In between his seasons of “Entourage,” Adrien Grenier has been making documentaries. His latest one doesn’t deviate too far from the Hollywood-centric show though. Teenage Paparazzi starts as a profile of a young photographer Grenier met in Hollywood. Following 14-year-old Austin Visschedyk educated Grenier on the business of paparazzi, and the value of it.
In the trenches of Hollywood, Grenier saw the ingenuity involved with locating photo ops, and even tried his hand at shooting once. He interviewed celebrities about their relationship with the paparazzi and even spoke to scholars about the social phenomena of people communing over their shared knowledge of celebrities.
This was a good opportunity to catch up on Vinnie Chase too. “Entourage” just wrapped its latest season with a cliffhanger as Vince spirals into drug use. There are rumors of a movie and one last short season to set that up. Grenier talked revealed some insight on both “Entourage” and paparazzi in our interview.
SJ: Will Austin’s business drop off when he’s middle aged and it’s not cute anymore?

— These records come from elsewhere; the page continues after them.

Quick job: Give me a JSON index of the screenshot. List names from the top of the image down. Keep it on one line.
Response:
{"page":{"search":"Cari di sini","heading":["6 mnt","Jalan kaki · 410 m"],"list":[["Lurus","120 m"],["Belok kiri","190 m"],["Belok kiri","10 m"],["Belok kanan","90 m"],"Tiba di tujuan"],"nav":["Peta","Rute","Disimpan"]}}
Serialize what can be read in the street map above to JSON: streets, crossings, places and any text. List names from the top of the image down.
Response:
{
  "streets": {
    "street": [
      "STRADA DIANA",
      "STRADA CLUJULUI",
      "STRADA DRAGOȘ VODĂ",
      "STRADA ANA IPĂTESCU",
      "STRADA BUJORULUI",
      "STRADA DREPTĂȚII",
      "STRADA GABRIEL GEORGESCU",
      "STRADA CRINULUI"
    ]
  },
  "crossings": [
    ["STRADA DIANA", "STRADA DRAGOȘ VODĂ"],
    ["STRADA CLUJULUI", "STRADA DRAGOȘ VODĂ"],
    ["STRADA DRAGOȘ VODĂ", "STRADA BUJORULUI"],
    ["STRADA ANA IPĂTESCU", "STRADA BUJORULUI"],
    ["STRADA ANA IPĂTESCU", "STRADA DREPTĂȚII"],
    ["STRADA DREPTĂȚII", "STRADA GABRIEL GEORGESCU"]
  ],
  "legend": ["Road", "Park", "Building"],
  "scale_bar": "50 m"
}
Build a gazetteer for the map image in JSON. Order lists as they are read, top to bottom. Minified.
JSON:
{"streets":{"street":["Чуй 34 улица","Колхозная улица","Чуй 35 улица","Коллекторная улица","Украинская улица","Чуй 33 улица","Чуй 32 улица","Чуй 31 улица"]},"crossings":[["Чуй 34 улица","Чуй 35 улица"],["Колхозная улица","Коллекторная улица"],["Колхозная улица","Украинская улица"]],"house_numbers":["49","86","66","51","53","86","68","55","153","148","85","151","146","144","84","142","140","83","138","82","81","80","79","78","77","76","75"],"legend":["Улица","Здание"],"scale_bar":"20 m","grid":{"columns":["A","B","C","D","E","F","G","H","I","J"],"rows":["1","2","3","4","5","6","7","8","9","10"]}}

AG: I think if you’re in this business of media and images, you always have to adapt and always create fresh ideas and new images. So I don’t know. He’ll have to adapt also. He can’t be cute forever and that story gets old eventually.
SJ: It seems like he’s already doing that.
AG: He’s changing, yeah. That was one of the most interesting, fascinating moments is to see just how much he had changed in such a short amount of time. That’s the great thing about Austin being the subject is he was an innocent kid. He hadn’t been yet jaded so there was so much potential for him to absorb and learn and change through the process.
SJ: He said the photos are worth thousands of dollars. If he’s sold as many as we saw, and more on his own, does he have a massive savings now?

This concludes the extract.